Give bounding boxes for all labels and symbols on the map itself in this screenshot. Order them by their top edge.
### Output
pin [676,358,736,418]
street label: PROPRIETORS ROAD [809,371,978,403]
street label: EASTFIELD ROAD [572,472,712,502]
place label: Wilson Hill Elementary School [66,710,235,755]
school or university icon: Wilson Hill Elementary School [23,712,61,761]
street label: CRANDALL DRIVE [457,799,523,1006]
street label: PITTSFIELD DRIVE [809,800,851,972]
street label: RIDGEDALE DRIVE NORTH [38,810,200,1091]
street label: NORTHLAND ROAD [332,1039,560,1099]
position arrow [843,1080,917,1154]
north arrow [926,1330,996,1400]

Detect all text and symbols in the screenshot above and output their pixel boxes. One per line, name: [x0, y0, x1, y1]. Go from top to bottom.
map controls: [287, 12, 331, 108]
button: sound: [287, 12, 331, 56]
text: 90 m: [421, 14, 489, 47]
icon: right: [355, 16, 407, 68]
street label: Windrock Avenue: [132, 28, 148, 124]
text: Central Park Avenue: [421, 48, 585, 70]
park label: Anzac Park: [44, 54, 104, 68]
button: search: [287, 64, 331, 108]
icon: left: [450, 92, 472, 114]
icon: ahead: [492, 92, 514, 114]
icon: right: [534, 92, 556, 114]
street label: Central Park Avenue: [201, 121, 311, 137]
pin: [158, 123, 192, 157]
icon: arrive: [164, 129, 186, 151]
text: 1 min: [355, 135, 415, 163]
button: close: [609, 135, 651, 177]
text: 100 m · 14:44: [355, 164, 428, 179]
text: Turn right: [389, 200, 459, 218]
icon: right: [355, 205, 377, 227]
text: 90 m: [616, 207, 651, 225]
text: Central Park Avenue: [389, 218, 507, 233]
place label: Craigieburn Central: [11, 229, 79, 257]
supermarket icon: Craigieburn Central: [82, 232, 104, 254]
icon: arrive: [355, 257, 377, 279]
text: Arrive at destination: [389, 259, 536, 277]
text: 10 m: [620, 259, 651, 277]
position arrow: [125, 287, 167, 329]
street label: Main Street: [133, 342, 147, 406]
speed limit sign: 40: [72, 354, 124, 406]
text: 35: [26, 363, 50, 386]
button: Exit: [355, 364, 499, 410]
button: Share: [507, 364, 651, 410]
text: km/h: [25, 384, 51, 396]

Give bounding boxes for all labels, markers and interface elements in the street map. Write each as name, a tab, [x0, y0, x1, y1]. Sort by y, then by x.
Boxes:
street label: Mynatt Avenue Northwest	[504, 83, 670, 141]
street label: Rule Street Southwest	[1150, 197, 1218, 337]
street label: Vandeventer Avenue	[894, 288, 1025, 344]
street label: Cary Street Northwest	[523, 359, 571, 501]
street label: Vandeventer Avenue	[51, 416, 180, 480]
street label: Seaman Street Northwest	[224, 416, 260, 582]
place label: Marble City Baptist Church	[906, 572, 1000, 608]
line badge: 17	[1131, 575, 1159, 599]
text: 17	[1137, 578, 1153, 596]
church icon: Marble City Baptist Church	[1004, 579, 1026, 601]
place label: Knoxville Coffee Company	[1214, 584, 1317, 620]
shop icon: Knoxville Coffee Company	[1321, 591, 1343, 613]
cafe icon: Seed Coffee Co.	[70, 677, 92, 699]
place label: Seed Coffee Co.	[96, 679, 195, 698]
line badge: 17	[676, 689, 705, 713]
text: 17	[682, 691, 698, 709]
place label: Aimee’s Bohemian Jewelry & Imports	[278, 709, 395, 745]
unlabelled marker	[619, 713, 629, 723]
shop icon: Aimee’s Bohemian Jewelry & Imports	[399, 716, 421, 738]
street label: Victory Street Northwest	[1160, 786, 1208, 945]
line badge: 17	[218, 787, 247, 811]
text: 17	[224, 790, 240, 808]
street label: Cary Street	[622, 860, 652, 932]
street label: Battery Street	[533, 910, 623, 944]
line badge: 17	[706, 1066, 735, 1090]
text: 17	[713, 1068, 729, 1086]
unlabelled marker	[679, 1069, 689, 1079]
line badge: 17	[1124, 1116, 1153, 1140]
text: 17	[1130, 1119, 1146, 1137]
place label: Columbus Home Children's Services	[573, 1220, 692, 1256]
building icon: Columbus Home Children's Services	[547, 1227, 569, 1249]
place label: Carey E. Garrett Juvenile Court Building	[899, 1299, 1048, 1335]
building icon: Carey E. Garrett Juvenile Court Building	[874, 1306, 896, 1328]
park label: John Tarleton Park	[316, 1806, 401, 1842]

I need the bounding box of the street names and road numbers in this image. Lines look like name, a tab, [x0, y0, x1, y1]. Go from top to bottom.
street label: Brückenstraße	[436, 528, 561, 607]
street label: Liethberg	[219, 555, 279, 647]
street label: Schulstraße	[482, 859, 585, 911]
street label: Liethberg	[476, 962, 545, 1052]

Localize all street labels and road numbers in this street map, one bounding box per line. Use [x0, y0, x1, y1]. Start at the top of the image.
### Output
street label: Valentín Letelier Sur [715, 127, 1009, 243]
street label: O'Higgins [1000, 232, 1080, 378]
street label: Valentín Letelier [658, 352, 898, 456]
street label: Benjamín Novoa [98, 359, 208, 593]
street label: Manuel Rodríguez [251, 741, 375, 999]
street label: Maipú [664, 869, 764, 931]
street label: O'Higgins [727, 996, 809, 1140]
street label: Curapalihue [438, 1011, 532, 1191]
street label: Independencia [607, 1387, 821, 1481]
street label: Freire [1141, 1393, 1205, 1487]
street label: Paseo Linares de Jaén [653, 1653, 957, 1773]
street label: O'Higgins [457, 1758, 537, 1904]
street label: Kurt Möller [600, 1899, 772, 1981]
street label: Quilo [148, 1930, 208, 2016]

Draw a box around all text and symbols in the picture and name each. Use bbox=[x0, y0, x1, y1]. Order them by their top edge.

• • • •

Examine the records and pull out every line where the string "Order" occurs.

THE ANSWER:
Give bounding boxes for all labels and symbols on the map itself in this screenshot. Order them by their top edge.
Draw a box around all text and symbols in the picture and name each. Use bbox=[x0, y0, x1, y1]. Order them by their top edge.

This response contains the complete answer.